Segment Open

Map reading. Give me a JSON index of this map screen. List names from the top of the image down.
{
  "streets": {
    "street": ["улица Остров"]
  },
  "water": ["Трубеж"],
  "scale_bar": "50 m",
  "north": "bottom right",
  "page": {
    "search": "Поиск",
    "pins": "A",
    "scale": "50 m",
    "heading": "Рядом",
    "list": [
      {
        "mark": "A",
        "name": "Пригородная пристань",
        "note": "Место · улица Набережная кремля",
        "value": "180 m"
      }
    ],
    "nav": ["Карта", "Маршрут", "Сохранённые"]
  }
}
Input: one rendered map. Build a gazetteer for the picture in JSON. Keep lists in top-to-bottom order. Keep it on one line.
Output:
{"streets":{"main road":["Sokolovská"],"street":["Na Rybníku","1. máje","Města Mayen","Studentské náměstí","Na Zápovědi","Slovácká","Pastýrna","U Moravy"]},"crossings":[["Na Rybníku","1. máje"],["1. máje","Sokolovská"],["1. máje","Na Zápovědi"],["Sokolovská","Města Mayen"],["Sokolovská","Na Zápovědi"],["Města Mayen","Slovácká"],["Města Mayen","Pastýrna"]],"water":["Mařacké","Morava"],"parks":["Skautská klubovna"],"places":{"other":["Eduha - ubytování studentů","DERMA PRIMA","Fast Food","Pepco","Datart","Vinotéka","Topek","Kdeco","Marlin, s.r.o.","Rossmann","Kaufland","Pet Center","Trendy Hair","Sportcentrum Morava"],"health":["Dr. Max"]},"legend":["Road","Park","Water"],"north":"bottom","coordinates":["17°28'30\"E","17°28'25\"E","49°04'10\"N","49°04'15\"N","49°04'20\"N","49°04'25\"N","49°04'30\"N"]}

Segment Closed

Please restate the material above, word for word and in full.

Response >>
Map reading. Give me a JSON index of this map screen. List names from the top of the image down.
{
  "streets": {
    "street": ["улица Остров"]
  },
  "water": ["Трубеж"],
  "scale_bar": "50 m",
  "north": "bottom right",
  "page": {
    "search": "Поиск",
    "pins": "A",
    "scale": "50 m",
    "heading": "Рядом",
    "list": [
      {
        "mark": "A",
        "name": "Пригородная пристань",
        "note": "Место · улица Набережная кремля",
        "value": "180 m"
      }
    ],
    "nav": ["Карта", "Маршрут", "Сохранённые"]
  }
}
Input: one rendered map. Build a gazetteer for the picture in JSON. Keep lists in top-to-bottom order. Keep it on one line.
Output:
{"streets":{"main road":["Sokolovská"],"street":["Na Rybníku","1. máje","Města Mayen","Studentské náměstí","Na Zápovědi","Slovácká","Pastýrna","U Moravy"]},"crossings":[["Na Rybníku","1. máje"],["1. máje","Sokolovská"],["1. máje","Na Zápovědi"],["Sokolovská","Města Mayen"],["Sokolovská","Na Zápovědi"],["Města Mayen","Slovácká"],["Města Mayen","Pastýrna"]],"water":["Mařacké","Morava"],"parks":["Skautská klubovna"],"places":{"other":["Eduha - ubytování studentů","DERMA PRIMA","Fast Food","Pepco","Datart","Vinotéka","Topek","Kdeco","Marlin, s.r.o.","Rossmann","Kaufland","Pet Center","Trendy Hair","Sportcentrum Morava"],"health":["Dr. Max"]},"legend":["Road","Park","Water"],"north":"bottom","coordinates":["17°28'30\"E","17°28'25\"E","49°04'10\"N","49°04'15\"N","49°04'20\"N","49°04'25\"N","49°04'30\"N"]}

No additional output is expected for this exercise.